Task goal
Only one span of the listing below should come back. It runs from the line with "542px,744px 697px,762px 739px,779px" through the line with "1538px,800px 1570px,787px 1571px,789px", and each of its lines must be reproduced exactly.

Material for this exercise

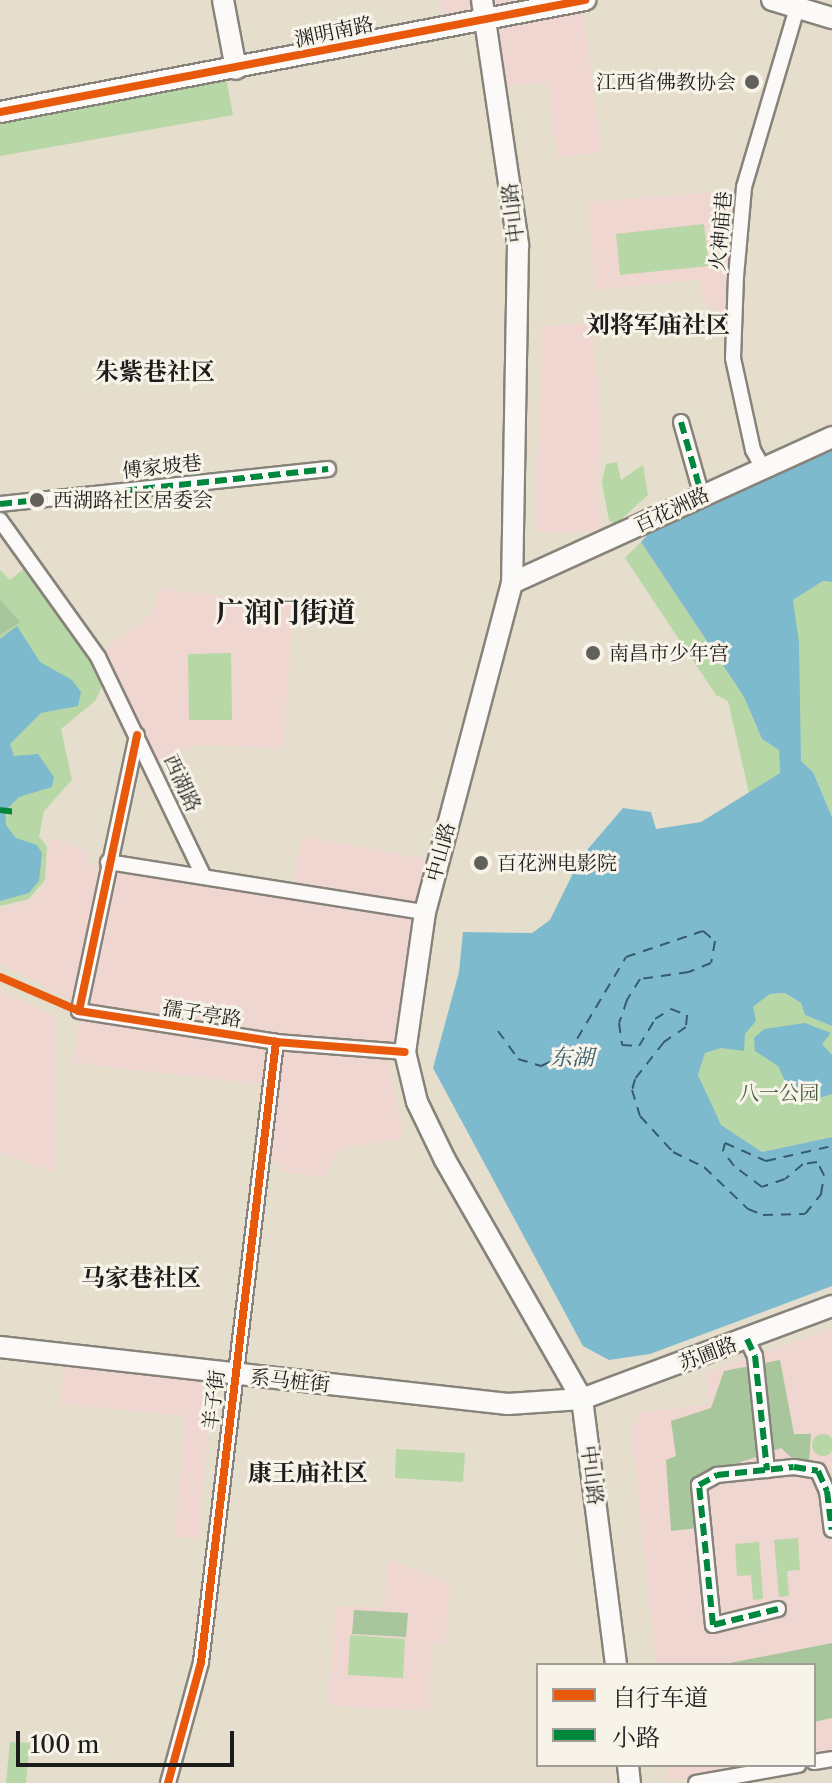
<!DOCTYPE html>
<meta charset="utf-8">
<style>
body{margin:0}
#map{position:relative;width:832px;height:1783px;overflow:hidden;background:#e5decd;font-family:"Libre Caslon Text","Noto Serif SC",serif}
div>[style]{position:absolute}
.built>*{inset:0;background:#efd6d1}
.green>*{inset:0;background:#b7d7a6}
.round{border-radius:50%}
.forest>*{inset:0;background:#a7c69c}
.water>*{inset:0;background:#7ebace}
.ferry>*{height:2px;margin-top:-1px;transform-origin:0;background:repeating-linear-gradient(90deg,#345c6d 0 10px,transparent 0 18px)}
.roads{filter:drop-shadow(2px 0 #87837a) drop-shadow(-2px 0 #87837a) drop-shadow(0 2px #87837a) drop-shadow(0 -2px #87837a)}
.street>*{height:14px;margin:-7px;padding:0 7px;transform-origin:7px;border-radius:7px;background:#fbfaf8}
.secondary>*{height:20px;margin:-10px;padding:0 10px;transform-origin:10px;border-radius:10px;background:#fbfaf8}
.quiet>*{height:6px;margin-top:-3px;transform-origin:0;background:repeating-linear-gradient(90deg,#00873e 0 12px,transparent 0 18px)}
.cycleway>*{height:8px;margin:-4px;padding:0 4px;transform-origin:4px;border-radius:4px;background:#e8590c}
.dots>*{width:22px;height:22px;translate:-50% -50%;box-sizing:border-box;border:4px solid #f7f3e8;border-radius:50%}
span{translate:-50% -50%;white-space:nowrap;text-align:center;line-height:1.15;-webkit-text-stroke:6px #f7f3e8;paint-order:stroke}
.street-label{font-size:20px;color:#1c1c1c}
.poi-label{font-size:20px;color:#1c1c1c}
.right{translate:-100% -50%;text-align:right}
.left{translate:0 -50%;text-align:left}
.park-label{font-size:20px;color:#455b41}
.water-label{font-size:22px;color:#345c6d;font-style:italic}
.quarter-label{font-size:24px;color:#1c1c1c;font-weight:700}
.district-label{font-size:28px;color:#1c1c1c;font-weight:700}
.legend{position:absolute;left:536px;top:1663px;width:280px;height:104px;box-sizing:border-box;background:#f7f3e8;border:2px solid #9f9d96;margin:0;padding:10px 14px;list-style:none;font-size:24px;color:#1c1c1c}
.legend li{display:flex;align-items:center;gap:16px;height:40px}
.legend b{width:40px;border:2px solid #9f9d96}
.scale{position:absolute;left:16px;top:1731px;width:218px;height:36px;box-sizing:border-box;border:4px solid #1c1c1c;border-top:0;padding-left:10px;font-size:24px;line-height:28px;white-space:nowrap;color:#1c1c1c;-webkit-text-stroke:6px #f7f3e8;paint-order:stroke}
</style>
<div id="map">
<div class="built">
<i style="clip-path:polygon(441px 0,582px 0,601px 152px,557px 158px,548px 82px,504px 86px,495px 12px,445px 23px)"></i>
<i style="clip-path:polygon(739px 190px,731px 316px,703px 302px,700px 280px,595px 290px,588px 202px)"></i>
<i style="clip-path:polygon(592px 323px,602px 438px,597px 486px,602px 532px,536px 532px,542px 326px)"></i>
<i style="clip-path:polygon(157px 588px,294px 605px,283px 748px,195px 745px,157px 762px,103px 651px,154px 612px)"></i>
<i style="clip-path:polygon(302px 836px,427px 859px,419px 904px,294px 881px)"></i>
<i style="clip-path:polygon(50px 837px,89px 852px,86px 864px,419px 914px,394px 1047px,84px 1008px,0 963px,0 909px,30px 901px,45px 886px)"></i>
<i style="clip-path:polygon(0 991px,53px 1015px,54px 1173px,0 1153px)"></i>
<i style="clip-path:polygon(79px 1019px,386px 1055px,404px 1138px,340px 1149px,324px 1177px,283px 1172px,260px 1147px,266px 1085px,73px 1063px)"></i>
<i style="clip-path:polygon(832px 1328px,832px 1753px,814px 1756px,814px 1665px,656px 1665px,631px 1428px,642px 1412px,709px 1404px,706px 1373px)"></i>
<i style="clip-path:polygon(64px 1367px,211px 1382px,199px 1539px,174px 1537px,186px 1416px,59px 1404px)"></i>
<i style="clip-path:polygon(389px 1559px,450px 1584px,445px 1644px,431px 1644px,429px 1711px,332px 1706px,328px 1703px,336px 1606px,384px 1608px)"></i>
<i style="clip-path:polygon(666px 1765px,763px 1765px,668px 1782px)"></i>
</div>
<div class="green">
<i style="clip-path:polygon(226px 78px,233px 115px,0 156px,0 118px)"></i>
<i style="clip-path:polygon(704px 224px,709px 266px,620px 275px,616px 234px)"></i>
<i style="clip-path:polygon(617px 462px,621px 480px,643px 465px,648px 495px,616px 524px,609px 521px,602px 482px,606px 464px)"></i>
<i style="clip-path:polygon(641px 542px,744px 697px,762px 739px,779px 750px,780px 773px,749px 793px,728px 701px,716px 695px,625px 558px)"></i>
<i style="clip-path:polygon(27px 566px,105px 680px,95px 701px,61px 729px,72px 780px,44px 811px,39px 837px,47px 846px,45px 880px,29px 899px,0 906px,0 570px,10px 580px)"></i>
<i style="clip-path:polygon(823px 581px,832px 582px,832px 817px,813px 772px,801px 761px,793px 600px)"></i>
<i style="clip-path:polygon(231px 653px,232px 720px,189px 720px,188px 654px)"></i>
<i style="clip-path:polygon(785px 993px,801px 1003px,805px 1015px,832px 1026px,832px 1137px,762px 1152px,720px 1125px,698px 1075px,705px 1053px,745px 1034px,753px 1007px,770px 994px)"></i>
<i class="round" style="left:812px;top:1434px;width:22px;height:22px"></i>
<i style="clip-path:polygon(396px 1449px,465px 1453px,463px 1482px,395px 1478px)"></i>
<i style="clip-path:polygon(798px 1538px,800px 1570px,787px 1571px,789px 1596px,779px 1597px,774px 1540px)"></i>
<i style="clip-path:polygon(759px 1542px,763px 1599px,753px 1600px,751px 1575px,737px 1576px,735px 1544px)"></i>
<i style="clip-path:polygon(350px 1635px,405px 1639px,403px 1678px,348px 1675px)"></i>
<i style="clip-path:polygon(10px 1742px,30px 1743px,26px 1783px,6px 1783px)"></i>
</div>
<div class="forest">
<i style="clip-path:polygon(0 599px,20px 622px,0 635px)"></i>
<i style="clip-path:polygon(780px 1360px,794px 1434px,811px 1434px,809px 1463px,794px 1460px,781px 1448px,719px 1470px,695px 1483px,699px 1528px,671px 1531px,666px 1460px,676px 1456px,671px 1421px,711px 1408px,724px 1371px)"></i>
<i style="clip-path:polygon(354px 1610px,408px 1613px,406px 1637px,352px 1634px)"></i>
<i style="clip-path:polygon(832px 1643px,832px 1718px,814px 1722px,814px 1665px,719px 1665px)"></i>
</div>
<div class="water">
<i style="clip-path:polygon(832px 449px,832px 582px,823px 581px,793px 600px,799px 643px,801px 761px,813px 772px,832px 817px,832px 1026px,805px 1015px,801px 1003px,785px 993px,770px 994px,753px 1007px,756px 1021px,745px 1034px,744px 1051px,721px 1048px,705px 1053px,698px 1075px,721px 1125px,762px 1152px,832px 1137px,832px 1286px,650px 1354px,609px 1360px,583px 1346px,433px 1068px,459px 972px,463px 932px,532px 933px,550px 920px,581px 857px,623px 808px,651px 812px,656px 829px,701px 822px,780px 773px,779px 750px,762px 739px,744px 697px,641px 542px,651px 531px)"></i>
<i style="clip-path:polygon(17px 626px,40px 662px,72px 680px,81px 692px,78px 706px,41px 713px,10px 744px,14px 756px,38px 754px,54px 777px,52px 787px,19px 797px,5px 811px,6px 825px,16px 838px,37px 845px,42px 853px,39px 881px,29px 893px,0 901px,0 639px)"></i>
<i style="clip-path:polygon(805px 1023px,831px 1033px,822px 1044px,832px 1055px,832px 1094px,813px 1100px,787px 1085px,778px 1066px,755px 1051px,754px 1038px,764px 1029px)"></i>
</div>
<div class="ferry">
<i style="left:498px;top:1031px;width:34px;rotate:54deg"></i>
<i style="left:518px;top:1059px;width:24px;rotate:17deg"></i>
<i style="left:541px;top:1066px;width:30px;rotate:-24deg"></i>
<i style="left:568px;top:1054px;width:113px;rotate:-59.1deg"></i>
<i style="left:626px;top:957px;width:81px;rotate:-18.7deg"></i>
<i style="left:703px;top:931px;width:16px;rotate:40deg"></i>
<i style="left:715px;top:941px;width:22px;rotate:100deg"></i>
<i style="left:711px;top:963px;width:24px;rotate:158deg"></i>
<i style="left:689px;top:972px;width:49px;rotate:171.9deg"></i>
<i style="left:640px;top:979px;width:25px;rotate:122deg"></i>
<i style="left:627px;top:1000px;width:24px;rotate:109deg"></i>
<i style="left:619px;top:1023px;width:22px;rotate:82deg"></i>
<i style="left:622px;top:1045px;width:17px;rotate:3deg"></i>
<i style="left:639px;top:1046px;width:31px;rotate:-59deg"></i>
<i style="left:655px;top:1019px;width:19px;rotate:-32deg"></i>
<i style="left:671px;top:1009px;width:17px;rotate:21deg"></i>
<i style="left:687px;top:1015px;width:12px;rotate:95deg"></i>
<i style="left:686px;top:1027px;width:27px;rotate:146deg"></i>
<i style="left:664px;top:1042px;width:47px;rotate:128.1deg"></i>
<i style="left:635px;top:1079px;width:11px;rotate:105deg"></i>
<i style="left:632px;top:1090px;width:27px;rotate:73deg"></i>
<i style="left:640px;top:1116px;width:49px;rotate:47.5deg"></i>
<i style="left:673px;top:1152px;width:34px;rotate:26deg"></i>
<i style="left:704px;top:1167px;width:61px;rotate:43.7deg"></i>
<i style="left:748px;top:1209px;width:16px;rotate:22deg"></i>
<i style="left:763px;top:1215px;width:42px;rotate:-1.4deg"></i>
<i style="left:805px;top:1214px;width:26px;rotate:-51deg"></i>
<i style="left:821px;top:1194px;width:19px;rotate:-81deg"></i>
<i style="left:824px;top:1175px;width:15px;rotate:-118deg"></i>
<i style="left:817px;top:1162px;width:14px;rotate:172deg"></i>
<i style="left:803px;top:1164px;width:23px;rotate:140deg"></i>
<i style="left:785px;top:1179px;width:24px;rotate:161deg"></i>
<i style="left:762px;top:1187px;width:35px;rotate:-143deg"></i>
<i style="left:734px;top:1166px;width:19px;rotate:-126deg"></i>
<i style="left:723px;top:1151px;width:8px;rotate:-76deg"></i>
<i style="left:725px;top:1143px;width:45px;rotate:23.7deg"></i>
<i style="left:766px;top:1161px;width:68px;rotate:-12.8deg"></i>
</div>
<div class="roads">
<div class="street">
<i style="left:681px;top:422px;width:77px;rotate:74.2deg"></i>
<i style="left:763px;top:468px;width:21px;rotate:-119deg"></i>
<i style="left:753px;top:450px;width:94px;rotate:-102.3deg"></i>
<i style="left:733px;top:358px;width:81px;rotate:-87.9deg"></i>
<i style="left:736px;top:277px;width:90px;rotate:-84.9deg"></i>
<i style="left:744px;top:187px;width:194px;rotate:-73.5deg"></i>
<i style="left:0;top:504px;width:330px;rotate:-6.1deg"></i>
<i style="left:0;top:520px;width:168px;rotate:54.4deg"></i>
<i style="left:98px;top:657px;width:242px;rotate:64.3deg"></i>
<i style="left:137px;top:735px;width:282px;rotate:101.9deg"></i>
<i style="left:79px;top:1011px;width:199px;rotate:8.9deg"></i>
<i style="left:276px;top:1042px;width:129px;rotate:4.4deg"></i>
<i style="left:108px;top:862px;width:321px;rotate:9deg"></i>
<i style="left:747px;top:1339px;width:19px;rotate:65deg"></i>
<i style="left:755px;top:1356px;width:115px;rotate:84deg"></i>
<i style="left:778px;top:1609px;width:67px;rotate:166.2deg"></i>
<i style="left:713px;top:1625px;width:141px;rotate:-95.7deg"></i>
<i style="left:699px;top:1485px;width:21px;rotate:-29deg"></i>
<i style="left:717px;top:1475px;width:77px;rotate:-5.9deg"></i>
<i style="left:794px;top:1467px;width:24px;rotate:9deg"></i>
<i style="left:818px;top:1471px;width:22px;rotate:66deg"></i>
<i style="left:827px;top:1491px;width:39px;rotate:83deg"></i>
<i style="left:814px;top:1762px;width:18px;rotate:-9deg"></i>
<i style="left:168px;top:1783px;width:125px;rotate:-74.7deg"></i>
<i style="left:201px;top:1662px;width:625px;rotate:-83.1deg"></i>
<i style="left:696px;top:1783px;width:104px;rotate:-10deg"></i>
</div>
<div class="secondary">
<i style="left:223px;top:0;width:70px;rotate:79.3deg"></i>
<i style="left:482px;top:0;width:248px;rotate:81.6deg"></i>
<i style="left:518px;top:245px;width:338px;rotate:91deg"></i>
<i style="left:512px;top:583px;width:340px;rotate:104.8deg"></i>
<i style="left:425px;top:912px;width:141px;rotate:98.1deg"></i>
<i style="left:405px;top:1052px;width:51px;rotate:76.5deg"></i>
<i style="left:417px;top:1102px;width:64px;rotate:64.2deg"></i>
<i style="left:445px;top:1160px;width:275px;rotate:60.2deg"></i>
<i style="left:582px;top:1399px;width:268px;rotate:82.7deg"></i>
<i style="left:772px;top:0;width:63px;rotate:16.7deg"></i>
<i style="left:0;top:112px;width:596px;rotate:-10.84deg"></i>
<i style="left:512px;top:583px;width:352px;rotate:-24.5deg"></i>
<i style="left:0;top:1347px;width:511px;rotate:6.4deg"></i>
<i style="left:508px;top:1404px;width:74px;rotate:-3.9deg"></i>
<i style="left:582px;top:1399px;width:267px;rotate:-20.4deg"></i>
<i style="left:628px;top:1765px;width:18px;rotate:84deg"></i>
</div>
</div>
<div class="quiet">
<i style="left:681px;top:422px;width:77px;rotate:74.2deg"></i>
<i style="left:0;top:504px;width:330px;rotate:-6.1deg"></i>
<i style="left:0;top:810px;width:16px;rotate:7deg"></i>
<i style="left:747px;top:1339px;width:19px;rotate:65deg"></i>
<i style="left:755px;top:1356px;width:115px;rotate:84deg"></i>
<i style="left:778px;top:1609px;width:67px;rotate:166.2deg"></i>
<i style="left:713px;top:1625px;width:141px;rotate:-95.7deg"></i>
<i style="left:699px;top:1485px;width:21px;rotate:-29deg"></i>
<i style="left:717px;top:1475px;width:77px;rotate:-5.9deg"></i>
<i style="left:794px;top:1467px;width:24px;rotate:9deg"></i>
<i style="left:818px;top:1471px;width:22px;rotate:66deg"></i>
<i style="left:827px;top:1491px;width:39px;rotate:83deg"></i>
</div>
<div class="cycleway">
<i style="left:0;top:112px;width:596px;rotate:-10.84deg"></i>
<i style="left:0;top:977px;width:86px;rotate:23.3deg"></i>
<i style="left:79px;top:1011px;width:199px;rotate:8.9deg"></i>
<i style="left:276px;top:1042px;width:129px;rotate:4.4deg"></i>
<i style="left:79px;top:1011px;width:282px;rotate:-78.1deg"></i>
<i style="left:168px;top:1783px;width:125px;rotate:-74.7deg"></i>
<i style="left:201px;top:1662px;width:625px;rotate:-83.1deg"></i>
</div>
<div class="dots">
<i style="left:752px;top:82px;background:#62605a"></i>
<i style="left:37px;top:500px;background:#62605a"></i>
<i style="left:593px;top:653px;background:#62605a"></i>
<i style="left:481px;top:863px;background:#62605a"></i>
</div>
<div class="street-label">
<span style="left:334px;top:32px;rotate:-12deg">渊明南路</span>
<span style="left:513px;top:213px;rotate:-97deg">中山路</span>
<span style="left:721px;top:231px;rotate:-85deg">火神庙巷</span>
<span style="left:162px;top:467px;rotate:-6deg">傅家坡巷</span>
<span style="left:672px;top:510px;rotate:-25deg">百花洲路</span>
<span style="left:182px;top:783px;rotate:65deg">西湖路</span>
<span style="left:441px;top:852px;rotate:-75deg">中山路</span>
<span style="left:202px;top:1014px;rotate:9deg">孺子亭路</span>
<span style="left:708px;top:1354px;rotate:-21deg">苏圃路</span>
<span style="left:290px;top:1381px;rotate:6deg">系马桩街</span>
<span style="left:214px;top:1400px;rotate:-83deg">羊子街</span>
<span style="left:592px;top:1475px;rotate:83deg">中山路</span>
</div>
<div class="poi-label">
<span class="right" style="left:736px;top:82px">江西省佛教协会</span>
<span class="left" style="left:53px;top:500px">西湖路社区居委会</span>
<span class="left" style="left:609px;top:653px">南昌市少年宫</span>
<span class="left" style="left:497px;top:863px">百花洲电影院</span>
</div>
<div class="park-label">
<span style="left:779px;top:1093px">八一公园</span>
</div>
<div class="water-label">
<span style="left:572px;top:1058px">东湖</span>
</div>
<div class="quarter-label">
<span style="left:658px;top:325px">刘将军庙社区</span>
<span style="left:155px;top:372px">朱紫巷社区</span>
<span style="left:141px;top:1278px">马家巷社区</span>
<span style="left:308px;top:1473px">康王庙社区</span>
</div>
<div class="district-label">
<span style="left:286px;top:612px">广润门街道</span>
</div>
<ul class="legend">
<li><b style="height:10px;background:#e8590c"></b>自行车道</li>
<li><b style="height:10px;background:#00873e"></b>小路</li>
</ul>
<div class="scale">100 m</div>
</div>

Answer to this problem
<i style="clip-path:polygon(641px 542px,744px 697px,762px 739px,779px 750px,780px 773px,749px 793px,728px 701px,716px 695px,625px 558px)"></i>
<i style="clip-path:polygon(27px 566px,105px 680px,95px 701px,61px 729px,72px 780px,44px 811px,39px 837px,47px 846px,45px 880px,29px 899px,0 906px,0 570px,10px 580px)"></i>
<i style="clip-path:polygon(823px 581px,832px 582px,832px 817px,813px 772px,801px 761px,793px 600px)"></i>
<i style="clip-path:polygon(231px 653px,232px 720px,189px 720px,188px 654px)"></i>
<i style="clip-path:polygon(785px 993px,801px 1003px,805px 1015px,832px 1026px,832px 1137px,762px 1152px,720px 1125px,698px 1075px,705px 1053px,745px 1034px,753px 1007px,770px 994px)"></i>
<i class="round" style="left:812px;top:1434px;width:22px;height:22px"></i>
<i style="clip-path:polygon(396px 1449px,465px 1453px,463px 1482px,395px 1478px)"></i>
<i style="clip-path:polygon(798px 1538px,800px 1570px,787px 1571px,789px 1596px,779px 1597px,774px 1540px)"></i>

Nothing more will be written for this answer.